Nonostante tutto
Katalin Karikò
(1955, Szolnok, Ungheria)
Inquadramento storico
Biografia
È nata nel 1955 a Szolnok in una famiglia molto modesta, figlia di un macellaio, nell’Ungheria sovietica del dopoguerra, che viveva in una casa con le pareti di fango, senza acqua corrente e col gabinetto esterno. Il padre subì la repressione conseguente alla ribellione di Budapest poi sedata nel sangue dai carri armati sovietici. Fu arrestato e perse il lavoro.
Nonostante tutto, grazie alla sua curiosità e alla sua tenacia negli studi, col sostegno della famiglia Katalin arriva a conseguire il dottorato di ricerca presso l’Università di Szeged, una università che, pur sotto l’occhio vigile della polizia sovietica, era accogliente e ben organizzata.
Dice di sé di essere riuscita negli studi per “la volontà di lavorare intensamente e in maniera metodica, senza mai fermarsi” (1). Durante il dottorato inizia a lavorare al Centro di Ricerca Biologica lavorando sull’RNA alla ricerca di un farmaco antivirale. Ma i risultati non arrivavano e la ditta farmaceutica che finanziava il progetto si ritira e Katalin deve cercarsi un nuovo lavoro.
Nel 1985 si trasferisce negli Stati Uniti insieme al marito e alla figlia, con soli 1200 dollari cuciti all’interno dell’orsacchiotto della sua bambina (allora agli ungheresi non era concesso portare fuori dal proprio paese più di 50 dollari). Katalin continua i suoi studi post-dottorato presso il Dipartimento di Biochimica della Temple University di Filadelfia, specializzandosi sulla tecnica dell’RNA. Nella sua autobiografia racconta i primi passi delle sue ricerche, i soprusi subiti dal capo del laboratorio in cui lavorava, la ricerca disperata di un nuovo laboratorio dove continuare i suoi studi. Accetta incarichi da borsista, da assegnista, si adatta a fare la pendolare. Infine, inizia a lavorare alla Facoltà di medicina dell’Università della Pennsylvania. Qui scopre l’importanza di lavorare sull’mRNA.
Nel 1998 inizia la collaborazione con Drew Weissman, immunologo formato nel laboratorio di Anthony Fauci presso i National Institutes of Health. Weissman sogna di sviluppare un vaccino contro l’HIV e, dopo diversi insuccessi con il DNA, decide di sperimentare con l’RNA, grazie all’aiuto di Katalin. Il loro lavoro di squadra si dimostra costruttivo ed efficace e nel 2004 riescono a produrre un mRNA modificato che, introdotto in una cellula, aveva la capacità di produrre proteine in grado di combattere contro i patogeni. Inizialmente il loro lavoro, pubblicato su una rivista specialistica, non sembrò interessare il mondo scientifico ed economico. La stessa incomprensione mostrò la Penn University.
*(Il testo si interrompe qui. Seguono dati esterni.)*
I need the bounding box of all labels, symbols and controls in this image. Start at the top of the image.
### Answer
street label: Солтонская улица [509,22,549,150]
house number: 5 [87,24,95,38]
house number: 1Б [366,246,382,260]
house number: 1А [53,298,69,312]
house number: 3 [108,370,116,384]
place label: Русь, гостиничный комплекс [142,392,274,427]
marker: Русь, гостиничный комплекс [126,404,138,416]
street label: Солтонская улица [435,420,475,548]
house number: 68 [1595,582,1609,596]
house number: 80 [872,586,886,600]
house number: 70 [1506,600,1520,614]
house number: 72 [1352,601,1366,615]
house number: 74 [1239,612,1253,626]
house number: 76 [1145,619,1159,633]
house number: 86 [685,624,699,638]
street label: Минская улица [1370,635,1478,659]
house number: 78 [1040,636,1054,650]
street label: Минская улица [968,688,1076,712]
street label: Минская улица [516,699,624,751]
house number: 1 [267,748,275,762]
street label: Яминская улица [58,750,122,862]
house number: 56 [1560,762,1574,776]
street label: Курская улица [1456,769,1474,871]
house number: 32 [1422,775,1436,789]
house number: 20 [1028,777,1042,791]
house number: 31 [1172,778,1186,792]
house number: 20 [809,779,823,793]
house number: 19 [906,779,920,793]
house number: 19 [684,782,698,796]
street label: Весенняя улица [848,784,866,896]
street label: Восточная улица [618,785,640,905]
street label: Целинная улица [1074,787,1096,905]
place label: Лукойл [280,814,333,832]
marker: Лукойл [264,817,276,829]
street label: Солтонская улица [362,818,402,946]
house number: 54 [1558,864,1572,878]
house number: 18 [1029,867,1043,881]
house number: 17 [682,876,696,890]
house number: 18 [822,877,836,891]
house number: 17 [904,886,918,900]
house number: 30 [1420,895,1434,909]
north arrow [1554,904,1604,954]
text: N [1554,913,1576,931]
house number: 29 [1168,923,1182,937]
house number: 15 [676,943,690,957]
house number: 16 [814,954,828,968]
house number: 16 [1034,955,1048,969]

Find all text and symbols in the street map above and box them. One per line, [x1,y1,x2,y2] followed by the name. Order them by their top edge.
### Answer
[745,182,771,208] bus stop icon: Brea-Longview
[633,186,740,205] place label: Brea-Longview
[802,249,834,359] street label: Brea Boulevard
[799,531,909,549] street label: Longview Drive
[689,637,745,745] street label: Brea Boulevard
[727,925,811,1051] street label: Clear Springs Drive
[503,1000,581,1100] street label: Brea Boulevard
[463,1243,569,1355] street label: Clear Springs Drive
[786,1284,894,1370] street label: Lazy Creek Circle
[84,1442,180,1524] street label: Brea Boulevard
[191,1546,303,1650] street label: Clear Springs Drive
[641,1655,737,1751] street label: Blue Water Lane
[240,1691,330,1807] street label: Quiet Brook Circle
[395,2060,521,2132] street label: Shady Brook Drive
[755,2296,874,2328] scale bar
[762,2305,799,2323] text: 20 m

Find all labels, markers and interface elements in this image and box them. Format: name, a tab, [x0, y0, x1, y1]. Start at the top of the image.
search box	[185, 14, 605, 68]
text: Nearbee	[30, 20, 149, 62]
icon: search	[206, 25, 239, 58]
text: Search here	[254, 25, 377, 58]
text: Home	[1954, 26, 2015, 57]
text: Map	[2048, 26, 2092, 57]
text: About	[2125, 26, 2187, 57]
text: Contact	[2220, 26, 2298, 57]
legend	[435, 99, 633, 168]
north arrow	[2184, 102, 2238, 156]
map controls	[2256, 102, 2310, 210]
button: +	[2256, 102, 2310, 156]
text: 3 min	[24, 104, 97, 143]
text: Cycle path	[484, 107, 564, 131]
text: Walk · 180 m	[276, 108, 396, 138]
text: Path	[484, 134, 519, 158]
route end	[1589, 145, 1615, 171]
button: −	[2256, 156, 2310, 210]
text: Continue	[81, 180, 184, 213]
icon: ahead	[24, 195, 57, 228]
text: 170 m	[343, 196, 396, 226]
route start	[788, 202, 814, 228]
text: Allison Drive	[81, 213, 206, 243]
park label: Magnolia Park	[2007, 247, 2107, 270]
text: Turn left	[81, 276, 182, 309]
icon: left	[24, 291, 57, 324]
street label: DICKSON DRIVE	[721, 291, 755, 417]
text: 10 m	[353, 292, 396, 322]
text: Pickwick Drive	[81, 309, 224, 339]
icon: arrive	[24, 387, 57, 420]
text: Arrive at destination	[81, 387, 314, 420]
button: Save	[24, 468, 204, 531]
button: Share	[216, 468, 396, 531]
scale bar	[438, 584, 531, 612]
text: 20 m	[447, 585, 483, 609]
Katalin decise allora di abbandonarla e fu assunta alla BioNTech, a Magonza, in Germania, una società farmaceutica che era alla ricerca di farmaci immunoterapici nella lotta contro il cancro.
A fine 2019 scoppia la pandemia e la BioNTech si accorda con Pfizer per la produzione di vaccini a mRNA modificato. Il resto della storia la conosciamo.
Nel suo percorso scientifico Katalin ha avuto sempre accanto il marito: “Ci siamo conosciuti mentre studiavamo e mi ha sostenuto in ogni passo. Si è trasferito con me in un paese straniero senza risorse, con nostra figlia di due anni. Lui ha fatto tutto questo per permettermi di continuare le mie ricerche. Mi ha anche supportato quando otto anni fa ci siamo trasferiti in Germania per proseguire gli studi clinici.”
Col vaccino a mRNA Katalin diventa famosa, riceve premi da tutto il mondo e lauree Honoris Causa. Nel 2022 ha ricevuto una Laurea Honoris Causa in Medicina presso l’Humanitas University di Milano. I suoi progetti futuri riguardano la cura del cancro. La speranza è poter iniettare nel tumore un mRNA che spinga le cellule tumorali a rilasciare citochine, attirando così l’attenzione del sistema immunitario. In questo modo, le cellule immunitarie possono localizzare e distruggere le cellule tumorali, anche quando il cancro metastatizza. Nella speranza che il progetto si realizzi presto, Katalin Karikó è stata celebrata con il Nobel assegnatole nel 2023, riconoscendo la sua straordinaria determinazione, il genio e la costanza.